また、柴田のストイックな編集法を鑑み、私の注は、どうしても必要と判断したもののみとした。幸い、有意な部分は私が既に電子化注したものがあるので、それをリンクさせてもいる。但し、この原本は新字新仮名であるため、私が電子化していない引用文の原本に当たることが出来たものは、極力、視認出来るように、国立国会図書館デジタルコレクションや他のデータベースの当該部をリンクさせるように努めた。
なお、辞典形式であるので、各項目を各個に電子化する。公開は基本、相互の項目に連関性がないものが多いので、一回一項或いは数項程度とする。

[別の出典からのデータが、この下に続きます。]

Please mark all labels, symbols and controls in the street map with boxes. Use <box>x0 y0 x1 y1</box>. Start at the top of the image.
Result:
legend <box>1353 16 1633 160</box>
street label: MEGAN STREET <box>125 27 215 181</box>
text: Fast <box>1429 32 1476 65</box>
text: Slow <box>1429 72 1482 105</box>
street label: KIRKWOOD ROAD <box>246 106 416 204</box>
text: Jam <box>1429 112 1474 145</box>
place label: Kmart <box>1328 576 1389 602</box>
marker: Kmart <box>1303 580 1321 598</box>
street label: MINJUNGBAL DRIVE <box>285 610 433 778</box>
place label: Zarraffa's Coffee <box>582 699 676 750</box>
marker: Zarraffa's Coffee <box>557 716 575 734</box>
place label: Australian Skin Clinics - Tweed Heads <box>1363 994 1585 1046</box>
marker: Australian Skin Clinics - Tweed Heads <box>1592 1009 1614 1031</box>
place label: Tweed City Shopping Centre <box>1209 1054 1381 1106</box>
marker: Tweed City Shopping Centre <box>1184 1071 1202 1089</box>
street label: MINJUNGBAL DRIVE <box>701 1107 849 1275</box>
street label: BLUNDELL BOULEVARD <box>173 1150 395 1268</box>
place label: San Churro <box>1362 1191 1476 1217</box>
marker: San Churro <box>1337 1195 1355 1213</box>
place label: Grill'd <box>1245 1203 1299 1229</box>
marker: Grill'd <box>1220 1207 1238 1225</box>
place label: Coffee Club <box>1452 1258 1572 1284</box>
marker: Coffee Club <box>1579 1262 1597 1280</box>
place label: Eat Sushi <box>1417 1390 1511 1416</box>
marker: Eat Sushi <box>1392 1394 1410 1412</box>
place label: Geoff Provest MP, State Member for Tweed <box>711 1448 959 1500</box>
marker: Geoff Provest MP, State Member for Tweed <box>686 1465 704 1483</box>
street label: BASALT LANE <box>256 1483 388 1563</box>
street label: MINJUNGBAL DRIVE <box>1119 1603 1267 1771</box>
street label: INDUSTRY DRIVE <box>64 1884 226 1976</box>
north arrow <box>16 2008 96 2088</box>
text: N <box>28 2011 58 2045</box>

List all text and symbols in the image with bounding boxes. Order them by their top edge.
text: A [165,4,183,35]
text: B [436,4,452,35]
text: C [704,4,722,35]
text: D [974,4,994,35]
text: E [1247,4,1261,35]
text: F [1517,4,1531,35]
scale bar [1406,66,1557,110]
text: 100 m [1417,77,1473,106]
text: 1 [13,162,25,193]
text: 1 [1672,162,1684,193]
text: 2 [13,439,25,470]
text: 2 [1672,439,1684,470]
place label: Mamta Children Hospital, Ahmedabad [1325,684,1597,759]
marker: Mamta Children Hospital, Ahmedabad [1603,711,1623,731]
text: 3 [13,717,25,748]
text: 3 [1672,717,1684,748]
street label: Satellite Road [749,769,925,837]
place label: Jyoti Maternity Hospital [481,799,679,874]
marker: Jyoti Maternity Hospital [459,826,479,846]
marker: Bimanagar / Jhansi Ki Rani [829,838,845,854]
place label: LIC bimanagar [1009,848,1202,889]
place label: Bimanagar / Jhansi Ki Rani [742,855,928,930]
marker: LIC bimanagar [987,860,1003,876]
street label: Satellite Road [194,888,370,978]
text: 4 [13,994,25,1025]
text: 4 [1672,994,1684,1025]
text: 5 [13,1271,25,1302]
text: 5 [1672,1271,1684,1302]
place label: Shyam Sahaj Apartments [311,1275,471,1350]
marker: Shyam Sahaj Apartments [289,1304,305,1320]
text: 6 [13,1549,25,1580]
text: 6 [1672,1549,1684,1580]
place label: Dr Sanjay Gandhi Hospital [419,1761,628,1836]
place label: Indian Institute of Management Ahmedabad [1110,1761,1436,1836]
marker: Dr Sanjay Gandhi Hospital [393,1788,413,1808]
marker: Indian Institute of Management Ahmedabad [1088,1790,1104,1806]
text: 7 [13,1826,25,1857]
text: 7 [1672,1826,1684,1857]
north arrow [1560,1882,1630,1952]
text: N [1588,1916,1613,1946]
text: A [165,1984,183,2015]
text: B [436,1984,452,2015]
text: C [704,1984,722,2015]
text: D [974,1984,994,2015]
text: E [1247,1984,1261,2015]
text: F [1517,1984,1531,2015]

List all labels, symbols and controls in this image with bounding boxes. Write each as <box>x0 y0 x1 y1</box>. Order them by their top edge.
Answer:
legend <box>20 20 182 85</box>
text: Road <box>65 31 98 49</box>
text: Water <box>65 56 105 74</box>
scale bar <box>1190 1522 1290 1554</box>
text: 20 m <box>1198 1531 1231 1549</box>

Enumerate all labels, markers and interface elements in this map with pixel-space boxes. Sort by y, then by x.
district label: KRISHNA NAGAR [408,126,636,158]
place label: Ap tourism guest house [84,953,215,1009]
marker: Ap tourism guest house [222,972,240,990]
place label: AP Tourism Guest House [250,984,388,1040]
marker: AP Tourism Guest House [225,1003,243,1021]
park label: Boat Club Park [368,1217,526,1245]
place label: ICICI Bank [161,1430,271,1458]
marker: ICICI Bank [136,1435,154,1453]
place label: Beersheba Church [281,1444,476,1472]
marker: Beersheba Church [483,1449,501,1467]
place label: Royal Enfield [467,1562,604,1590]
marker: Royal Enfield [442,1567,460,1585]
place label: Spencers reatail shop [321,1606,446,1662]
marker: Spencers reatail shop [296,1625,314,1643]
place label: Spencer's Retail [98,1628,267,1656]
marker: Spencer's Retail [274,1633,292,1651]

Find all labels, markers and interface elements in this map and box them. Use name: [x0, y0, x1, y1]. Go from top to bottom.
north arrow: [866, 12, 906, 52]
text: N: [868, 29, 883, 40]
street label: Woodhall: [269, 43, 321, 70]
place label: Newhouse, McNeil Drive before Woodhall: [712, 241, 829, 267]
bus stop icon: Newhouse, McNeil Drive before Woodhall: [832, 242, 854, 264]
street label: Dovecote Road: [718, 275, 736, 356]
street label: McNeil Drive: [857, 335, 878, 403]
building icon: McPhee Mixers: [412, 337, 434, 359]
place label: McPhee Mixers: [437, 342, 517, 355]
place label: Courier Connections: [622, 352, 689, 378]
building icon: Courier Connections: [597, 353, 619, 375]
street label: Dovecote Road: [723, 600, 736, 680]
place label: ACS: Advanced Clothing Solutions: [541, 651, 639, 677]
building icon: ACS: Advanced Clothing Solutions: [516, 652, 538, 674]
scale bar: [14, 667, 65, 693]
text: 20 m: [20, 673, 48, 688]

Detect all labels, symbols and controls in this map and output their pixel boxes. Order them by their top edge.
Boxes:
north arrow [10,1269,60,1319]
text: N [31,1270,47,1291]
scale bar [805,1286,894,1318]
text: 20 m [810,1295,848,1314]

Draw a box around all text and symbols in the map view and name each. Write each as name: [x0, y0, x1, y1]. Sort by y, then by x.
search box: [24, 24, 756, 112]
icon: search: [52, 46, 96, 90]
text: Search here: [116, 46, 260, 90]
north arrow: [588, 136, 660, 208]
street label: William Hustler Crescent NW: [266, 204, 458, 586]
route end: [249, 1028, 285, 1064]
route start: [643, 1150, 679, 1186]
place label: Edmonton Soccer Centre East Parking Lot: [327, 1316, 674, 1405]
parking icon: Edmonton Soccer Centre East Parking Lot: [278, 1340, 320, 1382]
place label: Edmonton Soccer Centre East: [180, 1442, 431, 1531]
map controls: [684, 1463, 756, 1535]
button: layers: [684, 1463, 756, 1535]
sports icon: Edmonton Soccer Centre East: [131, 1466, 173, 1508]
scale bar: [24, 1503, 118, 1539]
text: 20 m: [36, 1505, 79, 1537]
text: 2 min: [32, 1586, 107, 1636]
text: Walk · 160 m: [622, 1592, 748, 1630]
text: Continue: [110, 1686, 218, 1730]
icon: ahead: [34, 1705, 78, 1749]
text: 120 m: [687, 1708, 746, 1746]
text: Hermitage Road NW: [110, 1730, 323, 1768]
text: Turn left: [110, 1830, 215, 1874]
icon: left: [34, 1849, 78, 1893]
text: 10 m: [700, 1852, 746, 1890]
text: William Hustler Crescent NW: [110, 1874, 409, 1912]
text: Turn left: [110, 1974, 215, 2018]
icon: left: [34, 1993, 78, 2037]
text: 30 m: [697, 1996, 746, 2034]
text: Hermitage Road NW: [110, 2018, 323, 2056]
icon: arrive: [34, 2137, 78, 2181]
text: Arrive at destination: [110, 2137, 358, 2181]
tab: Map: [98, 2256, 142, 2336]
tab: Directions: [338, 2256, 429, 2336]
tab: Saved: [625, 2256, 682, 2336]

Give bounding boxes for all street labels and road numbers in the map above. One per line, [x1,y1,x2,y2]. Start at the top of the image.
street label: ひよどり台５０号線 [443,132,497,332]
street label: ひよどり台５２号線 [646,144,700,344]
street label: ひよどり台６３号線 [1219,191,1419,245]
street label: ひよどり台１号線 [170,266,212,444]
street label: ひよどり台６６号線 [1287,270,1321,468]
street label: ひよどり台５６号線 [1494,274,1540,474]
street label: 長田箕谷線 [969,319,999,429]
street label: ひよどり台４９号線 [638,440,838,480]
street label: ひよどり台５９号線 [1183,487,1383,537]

]
人魚【にんぎょ】 〔甲子夜話巻二十〕人魚のこと大槻玄沢が『六物新志』に詳かなり。且つ附考の中、吾国所見を載す。予<松浦静山>が所ㇾ聞は延享の始め、伯父伯母二君(本覚君光照夫人)平戸<長崎県平戸>より江都《えど》に赴き給ひ、船玄海を渡るとき、天気晴朗なりければ、従行の者ども船櫓に上りて眺臨せしに、舳の方十余間の海中に物出たり。全く人体《じんてい》にて腹下は見ざれども、女容《ぢよよう》にして色青白く、髪薄赤色にて長かりしとぞ。人々怪しみて、かゝる洋中に蜑(あま)の出没すること有るべからずなど云ふ中《うち》に、船を望み微笑して海に没す。尋《つ》いで魚身現れぬ。没して魚尾出たり。この時人始めて人魚ならんと云へり。今『新志』に載する形状を照すに能く合ふ。漢蛮共に東海に有りと云へば、吾国内にては東西二方も見ること有る歟。〔斉諧俗談巻五〕相伝へて云ふ。推古天皇の二十七年に、摂津国堀江に物ありて網に入る。そのかたち、児《ちご》のごとく魚にあらず、人にあらず、名付くる事を知らずと云ふ。また云ふ、西国大洋の中に間《まま》にありとぞ。その頭《かしら》、婦女に似て、その外は全く魚の身なり。色は浅黒く鯉に類せり。尾に岐(また)ありて、両の鰭に蹼(みづかき)ありて手のごとく、脚はなし。俄かに風雨せんとする時あらはると。漁人、網に入るといへども、奇(あやし)みてこれを捕らずと云ふ。『本草綱目』に『稽神録』を引きて云ふ。謝中王と云ふ人あり。或時、水辺を通りしに、一人の婦人、水中に出没するを見る。腰より以下は皆魚なりと云ふ。また査道《さだう》といふ人、高麗へ使す。時に海沙の中に、一人の婦人を見る。肘の後に紅の鬘ありと。右の二物ともに、これ魚人なりと云ふ。〔諸国里人談巻一〕若狭国大飯郡御浅嶽<福井県大飯郡内>は魔所にて、山八分より上に登らず。御浅明神の仕者は人魚なりといひ伝へたり。宝永年中乙見村の猟師、池に出けるに、岩の上に臥したる体《てい》にして居るものを見れば、頭は人間にして、襟に鶏冠のごとくひらひらと赤きものまとひ、それより下は魚なり。何心なく持ちたる櫂(かい)を以て打ちければ則ち死せり。海へ投入れて帰りけるに、それより大風起つて海鳴る事一七日《ひとなぬか》止まず。三十日ばかり過ぎて大地震し、御浅嶽の麓より海辺まで地裂けて、乙見村一郷堕入《おちい》りたり。これ明神の祟りといへり。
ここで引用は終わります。